Apache Spark Architecture

Apache Spark Architecture

The Apache Spark project is main execution engine for Spark SQL ( SQL and HiveQL) , Spark streaming, machine learning and graph processing engines built on top of Spark Core. You can run them using provided API.

As you can see in above diagram, you can run Apache spark in three different ways:

Standalone – The Hadoop cluster can be equipped with all the resources and Spark can run with MapReduce in parallel. Spark Standalone mode is the easiest to set up and will provide almost all features as the other cluster managers if you are only running Spark.

On Hadoop YARN – Spark can be executed on top of YARN without any pre-installation. YARN allows you to dynamically share and centrally configure the same pool of cluster resources between all frameworks that run on YARN.

Apache Mesos – Apache Mesos, a distributed systems kernel, has HA for masters and slaves, can manage resources per application, and has support for Docker containers. It can run Spark jobs, Hadoop MapReduce, or any other service application.

Apache Spark Core – Resilient Distributed Datasets (RDD)

The main abstraction Spark provides is a resilient distributed dataset (RDD), which is a collection of elements partitioned across the nodes of the cluster that can be operated on in parallel
Resilient Distributed Datasets (RDD) are a distributed memory abstraction that allows programmers perform in-memory computations on big clusters and is a fault-tolerant i.e. RDDs automatically recover from node failures.

RDDs are created by starting with a file in the Hadoop file system (or any other Hadoop-supported file system), or an existing Scala collection in the driver program, and transforming it. Users may also ask Spark to persist an RDD in memory, allowing it to be reused efficiently across parallel operations.

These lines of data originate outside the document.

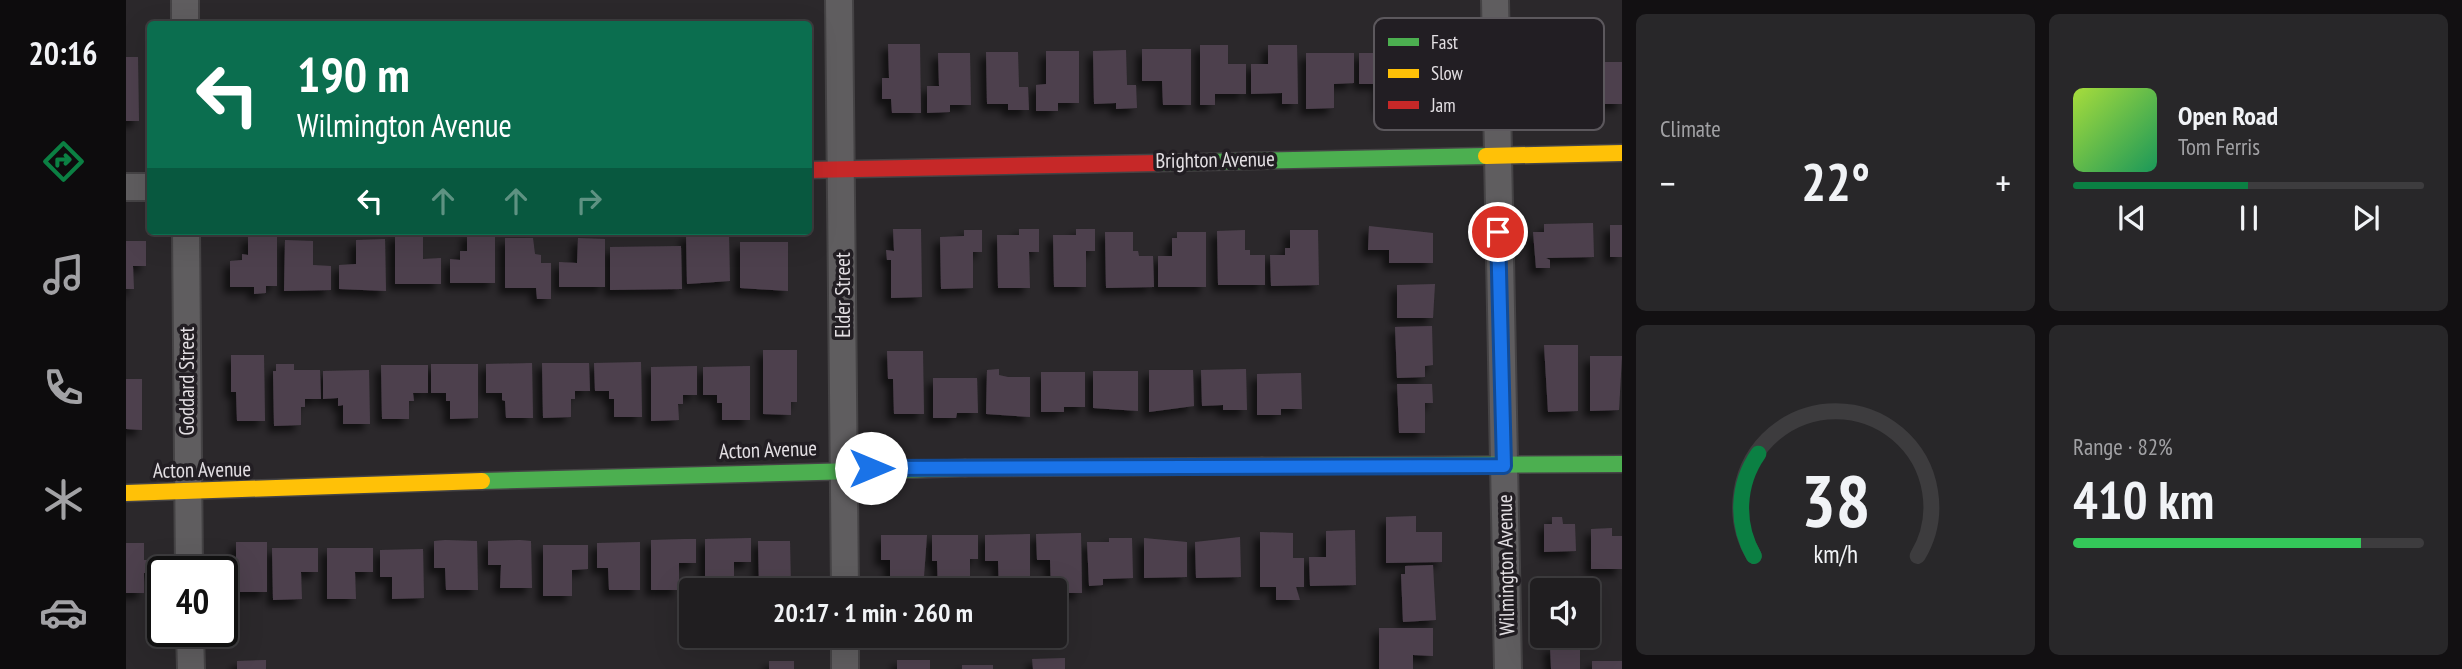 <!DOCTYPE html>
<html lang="en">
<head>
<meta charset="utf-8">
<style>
  :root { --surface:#201e20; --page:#282729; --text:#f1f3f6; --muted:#a2a2a5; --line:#3d3c3e; --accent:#0b8043 }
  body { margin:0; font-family:"PT Sans Narrow",sans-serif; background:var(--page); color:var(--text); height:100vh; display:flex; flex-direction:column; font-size:26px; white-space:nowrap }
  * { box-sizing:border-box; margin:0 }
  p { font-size:23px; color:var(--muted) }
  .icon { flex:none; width:38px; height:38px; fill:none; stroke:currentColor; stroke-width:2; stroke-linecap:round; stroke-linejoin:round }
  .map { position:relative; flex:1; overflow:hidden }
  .panel { display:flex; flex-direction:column; gap:14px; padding:14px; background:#121012; width:840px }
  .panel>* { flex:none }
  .guide { position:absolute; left:21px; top:21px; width:665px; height:214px; border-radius:7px; box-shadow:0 7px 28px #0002,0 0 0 2px var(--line); background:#0b6e4f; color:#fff; overflow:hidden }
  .fabs { position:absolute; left:1404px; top:578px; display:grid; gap:14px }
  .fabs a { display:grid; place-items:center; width:70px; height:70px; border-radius:7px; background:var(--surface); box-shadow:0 7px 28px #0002,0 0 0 2px var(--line); font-size:35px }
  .speed { position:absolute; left:21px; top:556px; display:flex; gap:14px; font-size:35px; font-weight:700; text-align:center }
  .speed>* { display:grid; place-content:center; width:91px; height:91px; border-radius:50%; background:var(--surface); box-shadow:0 7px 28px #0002,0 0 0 2px var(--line); line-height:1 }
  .speed .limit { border:4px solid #111; border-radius:10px; background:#fff; color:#111 }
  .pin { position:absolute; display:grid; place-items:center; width:60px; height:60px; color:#fff; margin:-30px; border:4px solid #fff; border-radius:50%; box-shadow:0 2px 7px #0007 }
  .me { position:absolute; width:77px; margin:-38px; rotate:90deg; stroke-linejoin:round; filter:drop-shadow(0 0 5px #0008) }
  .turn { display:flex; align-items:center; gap:24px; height:147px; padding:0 35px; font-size:32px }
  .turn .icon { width:91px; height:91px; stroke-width:2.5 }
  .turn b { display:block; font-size:49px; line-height:60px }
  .lanes { display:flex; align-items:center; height:66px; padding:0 35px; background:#0003; justify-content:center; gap:35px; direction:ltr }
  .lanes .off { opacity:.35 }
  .big { font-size:52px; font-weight:600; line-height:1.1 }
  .panel .widget { flex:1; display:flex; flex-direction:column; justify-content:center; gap:10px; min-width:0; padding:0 24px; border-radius:10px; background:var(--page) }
  .panel .dial { align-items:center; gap:0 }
  .dial svg { height:182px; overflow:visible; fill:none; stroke:var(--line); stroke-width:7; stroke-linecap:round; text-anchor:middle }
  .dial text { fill:var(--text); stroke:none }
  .song { display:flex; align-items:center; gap:21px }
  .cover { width:84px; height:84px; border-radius:10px; background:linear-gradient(135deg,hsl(80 70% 55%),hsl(150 70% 35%)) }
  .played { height:7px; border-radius:4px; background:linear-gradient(90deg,var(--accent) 50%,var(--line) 50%) }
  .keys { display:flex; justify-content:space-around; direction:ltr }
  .heat { display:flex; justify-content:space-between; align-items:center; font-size:38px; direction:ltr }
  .charge { height:10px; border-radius:5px; background:linear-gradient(90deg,#34c759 82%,var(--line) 0) }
  .panel .tiles { flex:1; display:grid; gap:14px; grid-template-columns:repeat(2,1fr) }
  .trip { position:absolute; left:553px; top:578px; width:388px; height:70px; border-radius:7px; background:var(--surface); box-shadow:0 7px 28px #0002,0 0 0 2px var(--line); font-weight:600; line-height:70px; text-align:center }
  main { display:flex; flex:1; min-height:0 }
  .dock { display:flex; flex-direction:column; width:126px; justify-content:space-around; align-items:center; background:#0d0c0d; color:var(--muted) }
  .dock .icon { width:49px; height:49px }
  .dock .current { color:var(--accent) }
  .dock b { font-size:32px; color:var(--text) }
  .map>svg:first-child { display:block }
  .building { fill:#4e414e; filter:url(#shadow) }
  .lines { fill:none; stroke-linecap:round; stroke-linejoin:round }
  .street-casing { stroke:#454345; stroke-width:30 }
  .fast-casing { stroke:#454345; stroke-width:19 }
  .slow-casing { stroke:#454345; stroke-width:19 }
  .jam-casing { stroke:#454345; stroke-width:19 }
  .street { stroke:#5f5d5f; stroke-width:26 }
  .fast { stroke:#4caf50; stroke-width:16 }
  .slow { stroke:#ffc107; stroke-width:16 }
  .jam { stroke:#c62828; stroke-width:16 }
  .route-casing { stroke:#114b97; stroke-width:18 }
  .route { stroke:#1a73e8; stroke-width:12 }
  .labels { text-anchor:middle; stroke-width:7; stroke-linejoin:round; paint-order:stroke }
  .street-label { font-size:21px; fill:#e3dfe3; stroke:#221e23 }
  .key { fill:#221e23; stroke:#5c585d; stroke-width:2 }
  .key-label { font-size:19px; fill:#e3dfe3 }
</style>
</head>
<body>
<main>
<nav class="dock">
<b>20:16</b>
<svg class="icon current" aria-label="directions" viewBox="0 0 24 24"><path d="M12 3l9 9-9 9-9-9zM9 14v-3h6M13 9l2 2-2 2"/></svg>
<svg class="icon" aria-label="music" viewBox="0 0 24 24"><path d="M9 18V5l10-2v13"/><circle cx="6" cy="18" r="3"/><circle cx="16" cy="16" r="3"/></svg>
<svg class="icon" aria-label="phone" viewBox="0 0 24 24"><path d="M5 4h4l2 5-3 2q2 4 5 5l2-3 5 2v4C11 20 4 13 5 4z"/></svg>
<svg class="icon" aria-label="climate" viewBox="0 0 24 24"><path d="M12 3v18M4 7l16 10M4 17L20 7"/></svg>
<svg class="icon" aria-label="car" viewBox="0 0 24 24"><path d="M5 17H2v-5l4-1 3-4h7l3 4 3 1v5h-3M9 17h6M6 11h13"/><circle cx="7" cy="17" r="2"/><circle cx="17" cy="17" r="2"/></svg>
</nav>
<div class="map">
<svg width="1496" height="669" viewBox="0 0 1496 669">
  <defs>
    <filter id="shadow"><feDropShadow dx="-6" dy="6" stdDeviation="3.5" flood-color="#0009"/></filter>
  </defs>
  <rect width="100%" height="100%" fill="#2b282b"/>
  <!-- building -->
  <path class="building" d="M762,44h32l1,69h-29l-1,-14h-9v-21h7z
    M1074,45h28v19h18v30h-31v11h-15z
    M1142,45h29l1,59h-16v-11l-31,1v-30h17z
    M1016,49h49v56h-28l-1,-24h-20z
    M1000,50l1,35h9l1,23 -21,1v-6l-22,1 -1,-53z
    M920,51h33v52h-21v8h-22v-26l10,-1z
    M860,52h32l1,35h9l1,23h-21v-6h-21z
    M812,53h32l1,52h-21v7l-23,1v-27h12z
    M1180,53h48v30l-20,1v24l-28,1z
    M1233,53h48v54h-28v-23h-20z
    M0,57h12l1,64h-13z
    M1475,62h21v42h-21z
    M1467,223l1,34 -48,1 4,2v8h-14l-3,-36h11v-8z
    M1484,225h12v32h-12z
    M1243,226l64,7v30h-44v-13h-21z
    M767,229h28l1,68 -31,1v-38h-4l-1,-10 8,1z
    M893,229h20v23h-10l1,36h-32l-1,-53h22z
    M950,229h19v22h-9v36h-32l-1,-52h23z
    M838,230h18v22h-9v36l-32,1 -1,-52 24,-1z
    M1119,230v20h5v5h15v30h-47l-1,-54z
    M1164,230h28l1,55 -48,1 -1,-31h15v-7h5z
    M979,232h28v19h5l1,5h14l1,31 -48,1z
    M1051,232h29v55h-48v-31h14v-18h5z
    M341,233h28v50h-45v-24l10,1v-9h7z
    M269,234h28v25l18,-1v26h-46z
    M560,234h43l1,47 -43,3z
    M151,235v51h-11v7l-12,1v-7h-24v-26l12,-1v-6l6,1v-19z
    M379,238h28l2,16 6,1v8h10v36h-14l-1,-11h-31z
    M452,238l27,1v48h-46v-25l18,1z
    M259,239l1,52 -47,-2v-24l17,-1v-24z
    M159,240l28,1v24l18,1v24l-47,1z
    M0,241h20v25h-13l1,23h-8z
    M614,242h48v49l-48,-3z
    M555,246l1,43 -72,1v-43z
    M1309,284l-2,34h-36v-33z
    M1306,326l1,39 -8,1v11l-28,1 -2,-51z
    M1418,345h34v66l-30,1z
    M637,350h34v52h-6v13l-28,-1z
    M761,351h36l1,63h-30l-1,-35h-5z
    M105,355h33l1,66h-28l-1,-29h-5z
    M1464,356h32l-3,54 -29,1z
    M515,362l1,55h-28v-18h-5v-8h-14l-1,-28z
    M406,363l1,55h-27l-1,-17 -3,-1v-7h-16v-29z
    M416,363h47l1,28h-15v8h-4v18l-28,1z
    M150,364h18v6h26l1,29h-16v8h-4v18l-27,1 -1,-55h3z
    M305,364h47v54l-28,1v-18h-4v-8h-15z
    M255,365h47v28h-15l1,8h-5v18h-27z
    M571,366v29h-14v9h-5l1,16 -28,1v-54z
    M624,366v54h-28v-17h-5v-8h-14v-28z
    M873,369v6l9,2h22v40l-44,-3 1,-44z
    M1120,369l1,41h-24v-5l-21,1 -1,-36z
    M243,370l1,54h-27v-19l-5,1v-8l-15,1v-28z
    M1023,370h44l1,36 -45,6z
    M967,371h45v40l-45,-3z
    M915,372h44v35h-21v5h-23z
    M1175,373l1,36h-21v6h-24v-41z
    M807,378h44l1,35h-21l-1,5h-23z
    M0,379h16v51l-16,-1z
    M1271,384h35l1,19h-8v30h-26z
    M1290,516v16h26v30l-56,1v-46z
    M1426,517h10l1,7h12l1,27 -32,1v-28h8z
    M1486,528v8h10v33h-31v-40z
    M1229,530l1,55 -46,1 -1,-29h17v-26z
    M1134,532l33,1v25h11v29h-8l4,13h-24v-13h-16z
    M955,533l1,60h-27v-3h-4l-1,-30h-13l-1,-26z
    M904,534v56h-31l-1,-29h-13v-26z
    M755,535h46l-4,55h-33v-30h-9z
    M806,535h46v24h-8v20h5v10l-37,1 -1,-29h-5z
    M1114,537l1,40 -45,1 -1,-36z
    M625,538v24h-17v27h-29v-50z
    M983,538h23l1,40 -30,1v6l-14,1 -2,-44h22z
    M1018,538l43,4v35l-43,1z
    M559,539h11v24h-17v27h-28v-50z
    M319,540l32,1 1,49h-32l-1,-22h-11v-27z
    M394,540l11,1 1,47h-32l1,-23h-13v-24z
    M632,541h32l1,46 -5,3 -27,-3z
    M110,542h31v50h-28v10h-15v-27h12z
    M514,542v48h-31l-1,-22h-11v-25z
    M0,543h18v17h9v13h-9v20h-18z
    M417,545h45v24l-16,1v26h-29z
    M146,548h46v24h-17l1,27 -29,1z
    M201,548h46v24h-18l1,27h-29z
    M297,549l1,49 -32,1v-22h-12v-27z
    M1307,565l3,55 -33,2 -2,-48h4v-8z
    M1253,628h54v28l-20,-1v14h-34z
    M1424,646h30v23h-29z
    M939,658v11h-32l-1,-10z
    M140,660v9h-29v-8z
    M771,660h33v9h-33z
    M643,661h25v8h-25z
    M1466,661h30v8h-30z
    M836,665h31v4h-31z"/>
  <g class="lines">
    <!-- street casing -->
    <g class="street-casing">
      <path id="street" d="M59,0v24
        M713,0l6,590
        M1369,0l13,669
        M0,187h24
        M60,231l3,341
        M64,632l1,37
        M719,635v34"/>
    </g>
    <!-- fast casing -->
    <g class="fast-casing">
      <path id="fast" d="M1032,163l328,-7
        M1136,466l360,-2
        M356,481l483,-13"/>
    </g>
    <!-- slow casing -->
    <g class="slow-casing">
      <path id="slow" d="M1360,156l136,-3
        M839,468l297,-2
        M0,493l356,-12"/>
    </g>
    <!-- jam casing -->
    <g class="jam-casing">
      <path id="jam" d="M682,170l350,-7"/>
    </g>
    <!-- street -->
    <use href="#street" class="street"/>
    <!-- fast -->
    <use href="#fast" class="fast"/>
    <!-- slow -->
    <use href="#slow" class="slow"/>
    <!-- jam -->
    <use href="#jam" class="jam"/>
  </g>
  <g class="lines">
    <!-- route casing -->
    <g class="route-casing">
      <path id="route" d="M745,468l633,-2 -6,-234"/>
    </g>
    <!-- route -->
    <use href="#route" class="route"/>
  </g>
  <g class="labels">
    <!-- street labels -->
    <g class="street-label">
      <text transform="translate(1089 160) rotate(-1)" y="7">Brighton Avenue</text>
      <text transform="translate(717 295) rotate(-90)" y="7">Elder Street</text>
      <text transform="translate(61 381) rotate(-90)" y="7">Goddard Street</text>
      <text transform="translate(642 450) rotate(-2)" y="7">Acton Avenue</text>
      <text transform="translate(76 470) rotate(-1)" y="7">Acton Avenue</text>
      <text transform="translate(1380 565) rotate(-91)" y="7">Wilmington Avenue</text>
    </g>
  </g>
  <!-- legend -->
  <rect x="1248" y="18" width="230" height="112" rx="10" class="key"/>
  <rect x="1262" y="38" width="31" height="8" fill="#4caf50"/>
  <rect x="1262" y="69" width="31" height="9" fill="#ffc107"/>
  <rect x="1262" y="101" width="31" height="8" fill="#c62828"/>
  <g class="key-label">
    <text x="1305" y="49">Fast</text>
    <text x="1305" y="80">Slow</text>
    <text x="1305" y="112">Jam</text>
  </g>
</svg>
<div class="fabs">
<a><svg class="icon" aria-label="sound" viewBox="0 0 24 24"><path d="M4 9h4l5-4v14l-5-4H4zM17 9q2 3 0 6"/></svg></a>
</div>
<div class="speed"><div class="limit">40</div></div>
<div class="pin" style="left:1372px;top:232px;background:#d93025"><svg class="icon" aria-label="arrive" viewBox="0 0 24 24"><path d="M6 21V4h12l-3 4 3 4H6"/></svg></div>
<svg class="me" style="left:745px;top:468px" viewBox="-20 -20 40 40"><circle r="19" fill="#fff"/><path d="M0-13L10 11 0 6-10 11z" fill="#1a73e8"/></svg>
<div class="trip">20:17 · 1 min · 260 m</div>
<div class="guide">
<div class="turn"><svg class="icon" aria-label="left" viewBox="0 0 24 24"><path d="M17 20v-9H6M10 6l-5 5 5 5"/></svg><div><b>190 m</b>Wilmington Avenue</div></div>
<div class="lanes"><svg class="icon" aria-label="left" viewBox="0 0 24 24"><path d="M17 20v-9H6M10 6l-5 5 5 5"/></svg><svg class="icon off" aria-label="ahead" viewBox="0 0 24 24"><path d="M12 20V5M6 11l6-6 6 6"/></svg><svg class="icon off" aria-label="ahead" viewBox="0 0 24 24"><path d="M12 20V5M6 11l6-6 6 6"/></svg><svg class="icon off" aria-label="right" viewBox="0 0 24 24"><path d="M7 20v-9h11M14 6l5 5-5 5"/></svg></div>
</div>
</div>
<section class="panel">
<div class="tiles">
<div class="widget"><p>Climate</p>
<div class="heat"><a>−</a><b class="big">22°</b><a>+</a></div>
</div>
<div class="widget">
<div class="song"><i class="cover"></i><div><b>Open Road</b><p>Tom Ferris</p></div></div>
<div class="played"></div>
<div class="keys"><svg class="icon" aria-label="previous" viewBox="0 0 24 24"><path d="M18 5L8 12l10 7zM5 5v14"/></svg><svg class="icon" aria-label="pause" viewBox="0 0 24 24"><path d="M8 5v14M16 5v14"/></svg><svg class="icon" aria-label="next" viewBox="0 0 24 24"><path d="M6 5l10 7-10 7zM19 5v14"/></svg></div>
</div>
<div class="widget dial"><svg viewBox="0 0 100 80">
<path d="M14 69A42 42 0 1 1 86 69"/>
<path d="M14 69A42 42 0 0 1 16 24" stroke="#0b8043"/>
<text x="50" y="56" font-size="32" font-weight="700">38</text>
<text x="50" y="72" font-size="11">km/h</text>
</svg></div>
<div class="widget"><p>Range · 82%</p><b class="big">410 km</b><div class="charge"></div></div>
</div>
</section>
</main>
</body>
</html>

Different Features of RDDs

Below are the some of the important features of RDDs.

Immutable

RDDs are immutable, you can’t change them once created. However, you can transform one RDD into other by using various transformations like map, join, filter etc.

Partitioned

RDD contains various records that are partitioned. These partitioned are basic units of parallelism. Each RDD is divided into small logical data which is known as partition and is mutable. You can create partitions through using transformations on existing partitions.

Persistence

You can specify which RDD you want to reuse and can store them in memory or on disks.

Fault Tolerance

Spark RDDs are fault tolerant. They track lineage graph information to rebuild the damaged or lost data automatically.

In-memory Computation

Spark RDDs supports in memory computation. It stores all required intermediate results in memory (RAM) instead of disks.

Lazy Evaluation

All transformations in Apache Spark are lazy, means they do not compute their results immediately. Instead, they just remember the transformations applied to some base data set. Data inside RDDs will not be transformed unless, an action that triggers the execution of transformations is invoked.

Parallel

Spark RDD process data in parallel.

Typed

You can create different types of RDDs such as RDD[string], RDD[int], RDD[long].